Excerpts from a dataset
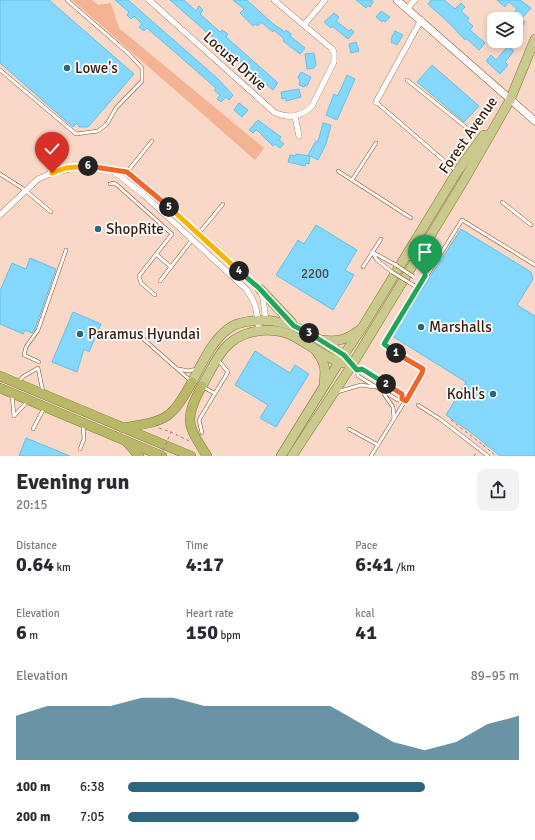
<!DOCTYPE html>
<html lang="en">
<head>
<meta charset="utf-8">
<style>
	:root { --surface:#fff; --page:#f2f2f3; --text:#2b2b33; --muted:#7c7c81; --accent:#2c677f }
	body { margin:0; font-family:Signika,sans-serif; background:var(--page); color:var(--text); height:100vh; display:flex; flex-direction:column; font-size:15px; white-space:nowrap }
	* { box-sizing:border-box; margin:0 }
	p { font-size:13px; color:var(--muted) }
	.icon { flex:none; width:22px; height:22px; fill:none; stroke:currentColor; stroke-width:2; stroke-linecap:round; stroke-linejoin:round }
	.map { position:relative; height:456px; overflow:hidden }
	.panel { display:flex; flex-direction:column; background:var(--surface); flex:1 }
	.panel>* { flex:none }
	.buttons { position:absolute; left:487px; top:12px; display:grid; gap:8px }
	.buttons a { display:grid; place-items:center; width:36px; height:36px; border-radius:8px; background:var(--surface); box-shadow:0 2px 6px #0003; font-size:20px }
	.pin { position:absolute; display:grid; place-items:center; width:34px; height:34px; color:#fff; margin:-41px -17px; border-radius:50% 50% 50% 0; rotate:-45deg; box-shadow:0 0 4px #0007 }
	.pin .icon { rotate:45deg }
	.km { position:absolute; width:20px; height:20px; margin:-10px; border-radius:50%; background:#222; color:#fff; font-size:11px; line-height:20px; text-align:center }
	.round { display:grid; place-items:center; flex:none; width:42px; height:42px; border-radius:8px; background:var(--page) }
	.headline { display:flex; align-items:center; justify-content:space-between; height:68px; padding:0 16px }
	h1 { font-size:22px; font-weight:700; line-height:30px }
	.stats { display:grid; grid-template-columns:repeat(3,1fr); gap:6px; height:68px; padding:4px 16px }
	.stats div { display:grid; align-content:center }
	.stats b { font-size:20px; font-weight:700 }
	.stats small { font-size:11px; font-weight:400 }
	.stats p { font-size:11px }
	.chart { height:112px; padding:8px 16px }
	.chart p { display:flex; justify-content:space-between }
	.chart svg { width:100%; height:72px; margin-top:4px; fill:var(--accent); opacity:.7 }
	ul { padding:0 16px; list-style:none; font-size:13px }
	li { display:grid; grid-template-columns:64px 48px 1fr; align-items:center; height:30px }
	li i { height:10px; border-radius:5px; background:var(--accent) }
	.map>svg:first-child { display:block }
</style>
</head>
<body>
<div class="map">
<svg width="535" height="456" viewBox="0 0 535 456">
	<rect width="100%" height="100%" fill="#f9d8c8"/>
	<polygon fill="#f4b493" points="72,0 92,0 98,5 111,3 119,28 264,148 255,160"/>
	<g fill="#85d8fd" stroke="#61c0e8">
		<polygon points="0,0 49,0 134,74 88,127 79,127 77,123 73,127 0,63"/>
		<polygon points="115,0 128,0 217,78 233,95 229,100 226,97 221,102 217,99 220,95 214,90 216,88 147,28 144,31 139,27 142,24 134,16 131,19 127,15 129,12"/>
		<polygon points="170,0 184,0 196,11 199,6 203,10 200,14 220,32 222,30 228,34 226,37 277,82 277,84 273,90"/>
		<polygon points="233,0 247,0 272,23 285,32 286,30 291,34 290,36 305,48 300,54 283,41 284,39 274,30 273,32 261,22 258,26 255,24 253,26 240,13 244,9"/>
		<polygon points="356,0 372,0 373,2 370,7 368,5 366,8"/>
		<polygon points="431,0 444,0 455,9 461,3 465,7 461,11 469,18 467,21 473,26 470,30 485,43 479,50 466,38 465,40 449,23 428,4"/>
		<polygon points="497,0 520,0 531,8 521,19 525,22 516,34 516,19 509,19 517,9 509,2 505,7"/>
		<polygon points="381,11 390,17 385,22 383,20 382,22 376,17"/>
		<polygon points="334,13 339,17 336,21 349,31 351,29 354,32 348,39 332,26 331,28 324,22"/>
		<polygon points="395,31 403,35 397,45 391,42 392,40 391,39"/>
		<polygon points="356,42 359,51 351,53 349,44"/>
		<polygon points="508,46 514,51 505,62 508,65 500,74 486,61 491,55 496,60"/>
		<polygon points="314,53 316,65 314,68 307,69 305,54"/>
		<polygon points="432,65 479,106 464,122 417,82"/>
		<polygon points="301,72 311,77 307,86 305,85 304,87 299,85 300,81 298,77"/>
		<polygon points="347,75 355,79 337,120 326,115 334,94 337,96 340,91"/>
		<polygon points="299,89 301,97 286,101 285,98 282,99 281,92"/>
		<polygon points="239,103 248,110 242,117 234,110"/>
		<polygon points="258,120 281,137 279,140 284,144 280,148 275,144 273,146 258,131 256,130 253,133 249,130"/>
		<polygon points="323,123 331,125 326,144 318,160 308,155 316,141 318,142"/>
		<polygon points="296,154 310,156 309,164 306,163 305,166 288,162 290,155 296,156"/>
		<polygon points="316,225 357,250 345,270 354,275 333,310 276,275 298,240 304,244"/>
		<polygon points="461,229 531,272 533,279 517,305 535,316 535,456 500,456 473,434 446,415 466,382 392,336"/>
		<polygon points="30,258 56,269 35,329 32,333 25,330 23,334 0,324 0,291 12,263 26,269"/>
		<polygon points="73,312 101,324 89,352 84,349 77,372 52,362"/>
		<polygon points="255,351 290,373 295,365 309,374 276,427 260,418 268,405 235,385"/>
		<polygon points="26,438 70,456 19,456"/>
	</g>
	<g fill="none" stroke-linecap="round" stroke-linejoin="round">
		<g stroke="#8c4820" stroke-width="4">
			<g id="service">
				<polyline points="0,70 76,134 98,131 107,124 116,108 142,81 142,68 129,54 67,0"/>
				<polyline points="407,80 467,128"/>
				<polyline points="376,102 456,171"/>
				<polyline points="338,171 411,218"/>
				<polyline points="127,172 152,141"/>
				<polyline points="0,174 25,190 51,212"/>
				<polyline points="352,180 376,143"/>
				<polyline points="110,184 114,183 117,185 172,234 139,276 141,283 155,295"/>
				<polyline points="502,202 531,225"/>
				<polyline points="199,233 223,204"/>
				<polyline points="372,252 377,260 392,272"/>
				<polyline points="372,252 396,265"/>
				<polyline points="156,254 171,267"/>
				<polyline points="407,257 421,265"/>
				<polyline points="363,267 381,239"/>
				<polyline points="160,281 192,240"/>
				<polyline points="410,283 418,288"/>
				<polyline points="140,336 191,381"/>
				<polyline points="39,362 24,355 26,347 38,330 66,250"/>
				<polyline points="352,366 357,370 358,376 398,400 402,399 406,401"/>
				<polyline points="179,369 188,371 197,369"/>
				<polyline points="357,370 362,369 402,395 402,399"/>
				<polyline points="18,382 24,376 38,368 43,392"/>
				<polyline points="203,387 214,393"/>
				<polyline points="337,392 361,385 374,387"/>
				<polyline points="384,394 393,407 394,419"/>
				<polyline points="12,395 14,416"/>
				<polyline points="418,405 440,419 488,456"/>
				<polyline points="14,416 28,401"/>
				<polyline points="33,429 44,408"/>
				<polyline points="349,429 378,445"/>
				<polyline points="202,433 199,420 228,372 218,360"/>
				<polyline points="80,449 84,439 83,425"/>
				<polyline points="371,456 418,380 423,369 384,344 462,220 535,265"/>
			</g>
		</g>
		<g stroke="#8c4820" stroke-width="6">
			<g id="minor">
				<path d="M149 0 274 112C288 119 301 117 312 106L334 62V52L331 48 274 0"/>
				<polyline points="407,9 415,0"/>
				<polyline points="304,25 325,0"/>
				<polyline points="376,102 421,20"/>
				<polyline points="295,116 299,136"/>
				<path d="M113 171 144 195 246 289C257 304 257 312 259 331"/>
				<polyline points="0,215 38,179 52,173 82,166 127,172 179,216 259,288 263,298 266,322"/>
			</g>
		</g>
		<g stroke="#8c4820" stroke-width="8">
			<polyline id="tertiary" points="397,0 535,121"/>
		</g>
		<g stroke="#817630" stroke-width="10">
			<g id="primary">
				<polyline points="260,289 292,323"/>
				<path d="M322 340C337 342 346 340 358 331"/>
				<path d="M316 351C325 362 326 369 324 383"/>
				<path d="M192 382C202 364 211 342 228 329 234 324 243 322 251 321 281 317 303 329 328 345 335 349 342 353 347 359"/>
				<path d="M202 386C209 374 215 360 224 349 241 329 273 325 295 337 311 346 327 359 344 363"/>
				<polyline points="281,456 339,362 362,328 457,172 484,135"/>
				<polyline points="292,456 352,365 463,182 510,100 535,39"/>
			</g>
		</g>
		<g stroke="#817630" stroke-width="10">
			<g id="trunk">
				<polyline points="0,376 191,456"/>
				<path d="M202 386C183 420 188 426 207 456"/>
				<polyline points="0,388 162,456"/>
				<path d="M123 428C167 420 170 421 192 382"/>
				<polyline points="127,442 139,456"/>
			</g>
		</g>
		<g stroke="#9f8070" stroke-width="1" stroke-dasharray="3 3" stroke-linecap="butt">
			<polyline points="451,420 483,445"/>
			<polyline points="159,428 171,432 189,441"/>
			<polyline points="483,445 496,456"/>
			<polyline points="474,456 476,453"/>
		</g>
		<use href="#service" stroke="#fff" stroke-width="3"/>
		<use href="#minor" stroke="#fff" stroke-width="5.5"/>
		<use href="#tertiary" stroke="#fff" stroke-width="7"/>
		<use href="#primary" stroke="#caca8e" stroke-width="9"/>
		<use href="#trunk" stroke="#b8b868" stroke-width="9"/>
		<g stroke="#8c4820" stroke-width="4" stroke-linecap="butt">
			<g id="service-bridge">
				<polyline points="396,265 414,277"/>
				<polyline points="392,272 410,283"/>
			</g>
		</g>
		<polyline stroke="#9f8070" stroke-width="1" stroke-dasharray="3 3" stroke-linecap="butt" points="161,456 171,432"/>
		<use href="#service-bridge" stroke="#fff" stroke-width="3"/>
	</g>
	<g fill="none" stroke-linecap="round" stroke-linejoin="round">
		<g stroke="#fff" stroke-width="8">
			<polyline id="split-1" points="396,353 384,344 425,276"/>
		</g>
		<g stroke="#fff" stroke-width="8">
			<polyline id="split-2" points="386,384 402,394 402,399 406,401 422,373 423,369 396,353"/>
		</g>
		<g stroke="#fff" stroke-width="8">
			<polyline id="split-3" points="309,333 344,355 357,370 362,369 386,384"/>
		</g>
		<g stroke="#fff" stroke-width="8">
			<polyline id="split-4" points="239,271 259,288 294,326 309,333"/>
		</g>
		<g stroke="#fff" stroke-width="8">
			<polyline id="split-5" points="169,207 239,271"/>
		</g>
		<g stroke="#fff" stroke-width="8">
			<polyline id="split-6" points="88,166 127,172 169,207"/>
		</g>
		<g stroke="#fff" stroke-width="8">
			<polyline id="split-7" points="52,173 66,168 88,166"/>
		</g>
		<use href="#split-1" stroke="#22a559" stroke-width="5"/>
		<use href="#split-2" stroke="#f0652b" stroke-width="5"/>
		<use href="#split-3" stroke="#22a559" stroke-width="5"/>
		<use href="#split-4" stroke="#22a559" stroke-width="5"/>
		<use href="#split-5" stroke="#f5b400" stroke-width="5"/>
		<use href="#split-6" stroke="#f0652b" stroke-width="5"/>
		<use href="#split-7" stroke="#f5b400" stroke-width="5"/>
	</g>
	<g fill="#2c677f" stroke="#fff" stroke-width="1.5">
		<circle cx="67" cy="68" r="4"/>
		<circle cx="98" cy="229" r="4"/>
		<circle cx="421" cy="327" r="4"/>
		<circle cx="80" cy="334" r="4"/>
		<circle cx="493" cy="394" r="4"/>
	</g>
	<g text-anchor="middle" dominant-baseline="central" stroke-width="3.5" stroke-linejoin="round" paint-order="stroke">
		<g font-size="13" fill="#4d4b48">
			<text x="315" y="274">2200</text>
		</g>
		<g font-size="15" fill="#3a1c0c" stroke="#fff">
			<text transform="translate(235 61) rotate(42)">Locust Drive</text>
			<text transform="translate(468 135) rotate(-55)">Forest Avenue</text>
		</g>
		<g font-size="15" fill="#3a1c0c" stroke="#fff" text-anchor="start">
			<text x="75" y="68">Lowe's</text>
			<text x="106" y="229">ShopRite</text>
			<text x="429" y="327">Marshalls</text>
			<text x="88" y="334">Paramus Hyundai</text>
			<text x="485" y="394" text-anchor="end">Kohl's</text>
		</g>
	</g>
</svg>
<div class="buttons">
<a><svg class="icon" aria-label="layers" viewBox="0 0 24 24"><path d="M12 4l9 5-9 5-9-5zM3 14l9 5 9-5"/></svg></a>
</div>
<div class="pin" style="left:425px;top:276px;background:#1e9e55"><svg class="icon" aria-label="arrive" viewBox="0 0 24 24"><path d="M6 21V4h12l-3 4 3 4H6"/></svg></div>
<div class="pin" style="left:52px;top:173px;background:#d93025"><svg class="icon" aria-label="check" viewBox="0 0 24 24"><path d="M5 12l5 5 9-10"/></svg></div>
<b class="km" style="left:396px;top:353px">1</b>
<b class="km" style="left:386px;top:384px">2</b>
<b class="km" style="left:309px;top:333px">3</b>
<b class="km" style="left:239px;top:271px">4</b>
<b class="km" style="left:169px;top:207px">5</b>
<b class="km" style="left:88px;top:166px">6</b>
</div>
<section class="panel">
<div class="headline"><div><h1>Evening run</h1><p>20:15</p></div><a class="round"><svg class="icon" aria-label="share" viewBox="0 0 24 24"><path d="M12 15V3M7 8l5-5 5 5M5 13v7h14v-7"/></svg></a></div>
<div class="stats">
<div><p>Distance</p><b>0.64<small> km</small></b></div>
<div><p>Time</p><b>4:17</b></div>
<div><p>Pace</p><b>6:41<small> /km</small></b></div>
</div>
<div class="stats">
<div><p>Elevation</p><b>6<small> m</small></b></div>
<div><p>Heart rate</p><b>150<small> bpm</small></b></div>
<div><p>kcal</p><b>41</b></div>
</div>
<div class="chart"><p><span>Elevation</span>89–95 m</p>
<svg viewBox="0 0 160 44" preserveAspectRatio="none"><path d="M0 44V17L10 11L20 11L30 11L40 6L50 6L60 11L70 11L80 11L90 11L100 11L110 22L120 33L130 38L140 33L150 22L160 17V44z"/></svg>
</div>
<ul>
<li><b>100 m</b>6:38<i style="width:76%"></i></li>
<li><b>200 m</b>7:05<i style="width:59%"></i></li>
</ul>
</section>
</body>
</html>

## Your task
The answer must consist of each line from the entries that contains the string "buttons".

## Written answer
	.buttons { position:absolute; left:487px; top:12px; display:grid; gap:8px }
	.buttons a { display:grid; place-items:center; width:36px; height:36px; border-radius:8px; background:var(--surface); box-shadow:0 2px 6px #0003; font-size:20px }
<div class="buttons">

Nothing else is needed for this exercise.